Dawn Kofie (BROADWAY BABY)


There is the occasional nice bit of phrasing in Dawn Kofie’s reviews. They occur when she is just saying what she sees. Stuff like “there’s a weirdly lyrical description of [Rob Delaney] taking a Peeping Tom role when his friend’s neighbour has an S&M party.” This, at least, makes me want to see Delaney’s show.  And “the inside of his cheek’s probably bruised from having his tongue pressed so firmly against it” is nice. But the problem with Kofie is that she says an awful lot that you just want to call bullshit on.

Take, for example, her opening line on Delaney – or, to quote her – “the hirsute bear of a man that is US comic Rob Delaney”. What if I were to start this review with “the smooth-skinned sparrow of a woman that is Dawn Kofie”. Would that be a reasonable way to kick off a review of her work? Or would that just be weird and creepy, even though I’m a stuffed toy? I know that physicality informs a comedian’s sense of presence, but being large isn’t really a thing that Delaney trades on that much. He was just born that way. Is it fair to nail him down with ursine metaphors before he’s opened his mouth/gaping maw?
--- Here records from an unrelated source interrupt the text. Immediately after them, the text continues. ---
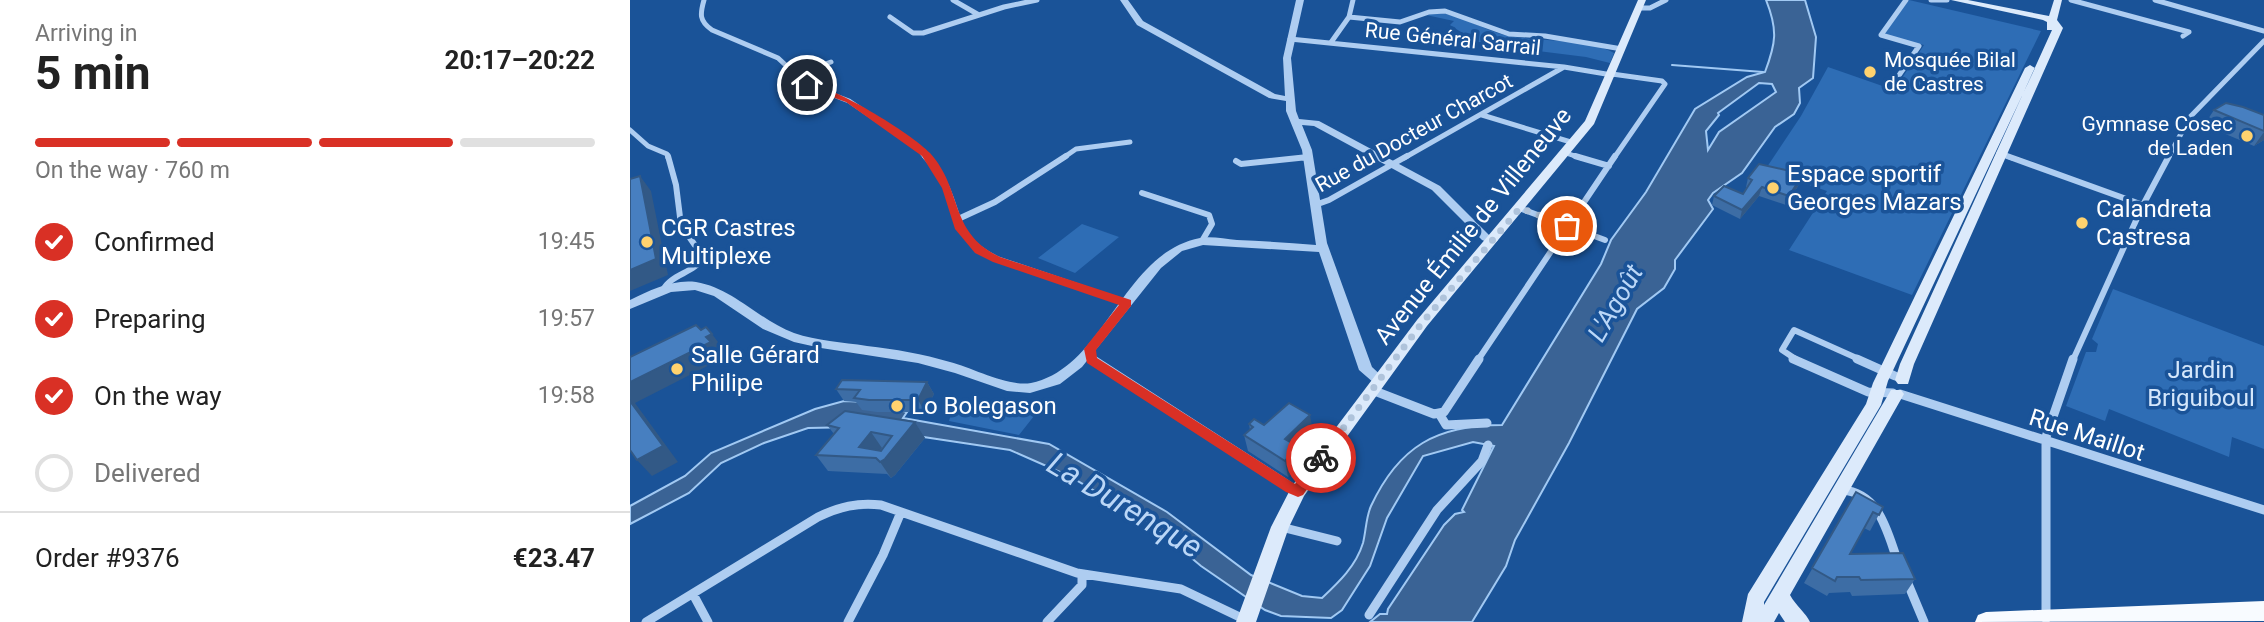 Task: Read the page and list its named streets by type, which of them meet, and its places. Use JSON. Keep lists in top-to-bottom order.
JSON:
{
  "streets": {
    "main road": ["Avenue Émilie de Villeneuve"],
    "street": ["Rue Général Sarrail", "Rue du Docteur Charcot", "Rue Maillot"]
  },
  "crossings": [
    ["Rue Général Sarrail", "Rue du Docteur Charcot"],
    ["Rue Général Sarrail", "Avenue Émilie de Villeneuve"]
  ],
  "water": ["L'Agoût", "La Durenque"],
  "parks": ["Jardin Briguiboul"],
  "places": [
    "Mosquée Bilal de Castres",
    "Gymnase Cosec de Laden",
    "Espace sportif Georges Mazars",
    "Calandreta Castresa",
    "CGR Castres Multiplexe",
    "Salle Gérard Philipe",
    "Lo Bolegason"
  ],
  "page": {
    "heading": ["5 min", "Arriving in", "20:17–20:22"],
    "panel": ["Order #9376", "€23.47"],
    "bar": "On the way · 760 m",
    "list": [
      ["Confirmed", "19:45"],
      ["Preparing", "19:57"],
      ["On the way", "19:58"],
      "Delivered"
    ]
  }
} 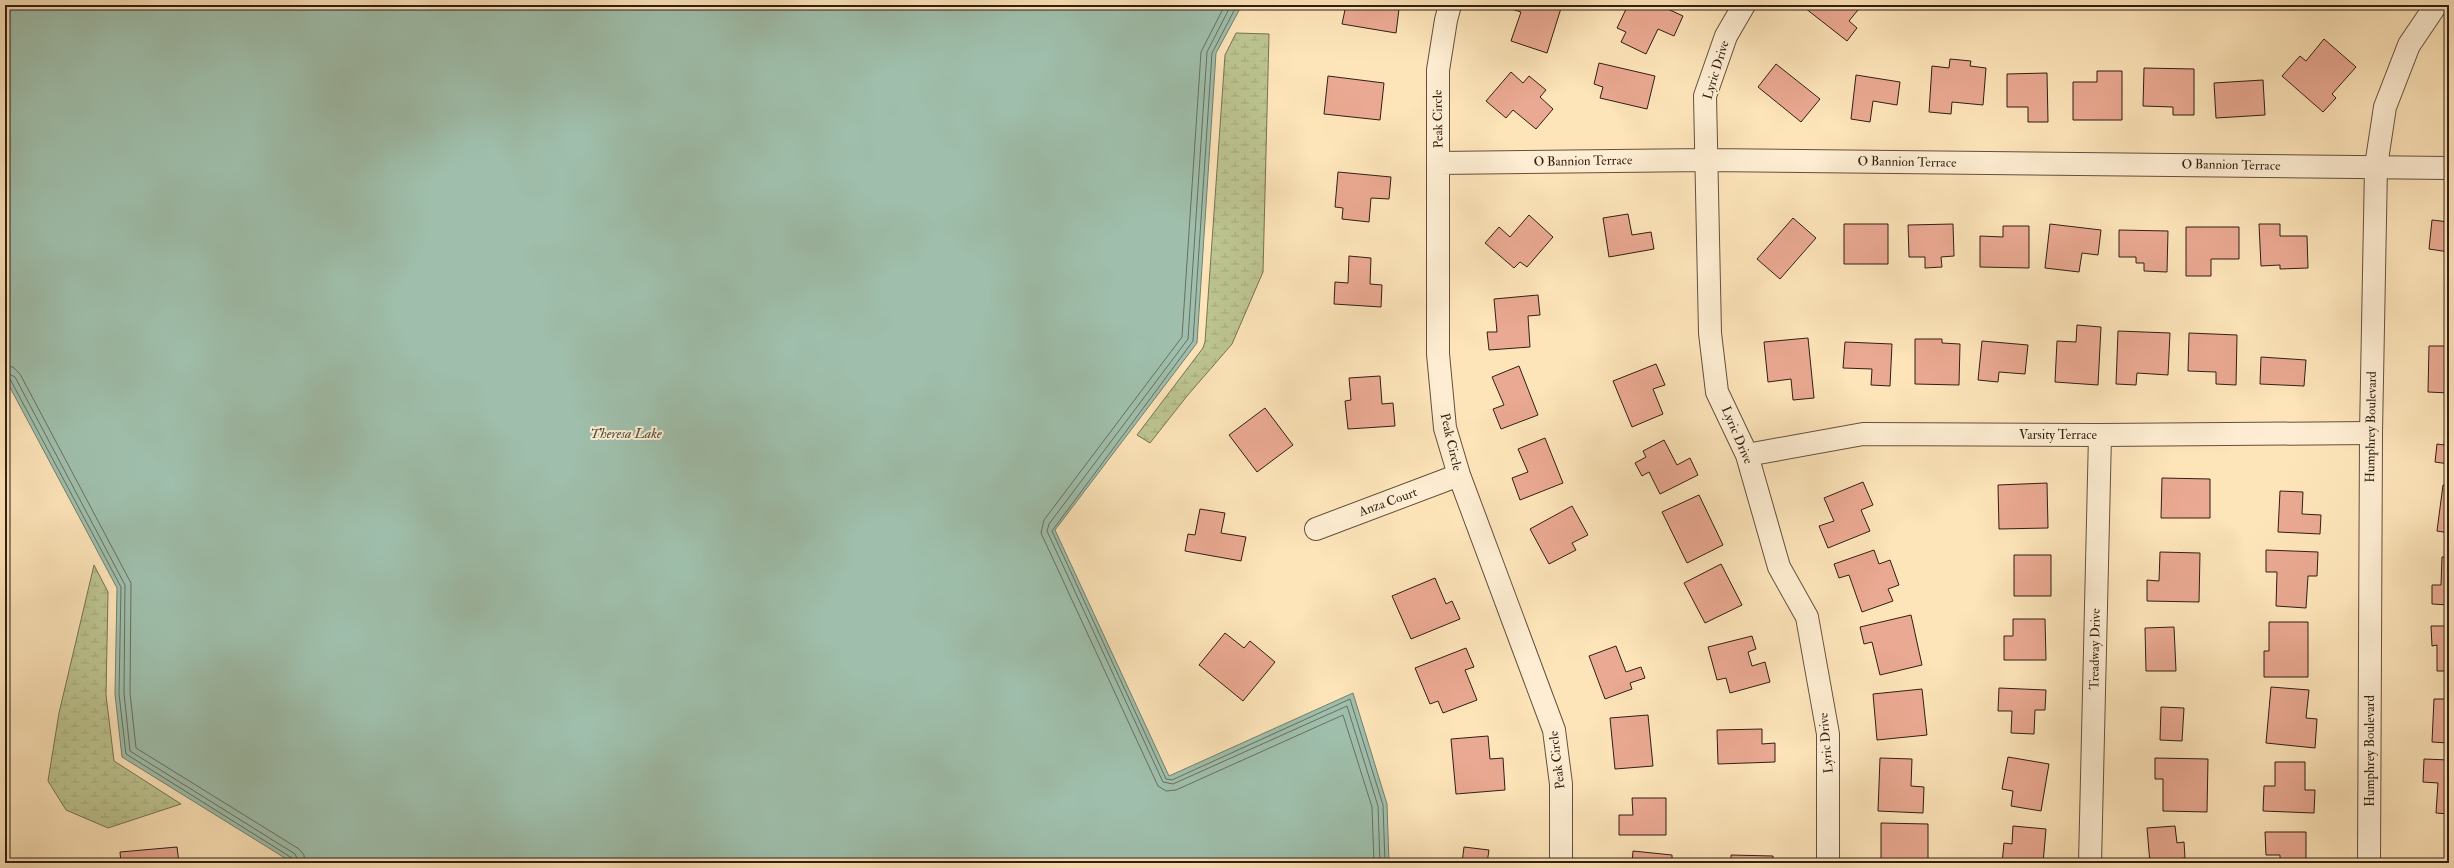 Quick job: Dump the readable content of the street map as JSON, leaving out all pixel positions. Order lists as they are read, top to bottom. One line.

So when Kofie goes on to say that he is “better known for being the Comedy King (her caps) of Twitter and for starring alongside Sharon Horgan in Channel 4’s funny and frank sitcom Catastrophe, than for his stand up” I’m inclined to think, well, you mean better known to YOU, Dawn Kofie, because Delaney has been in stand-up for years. Whereas you haven’t. And I think you just Googled “Rob Delaney” when asked to review him.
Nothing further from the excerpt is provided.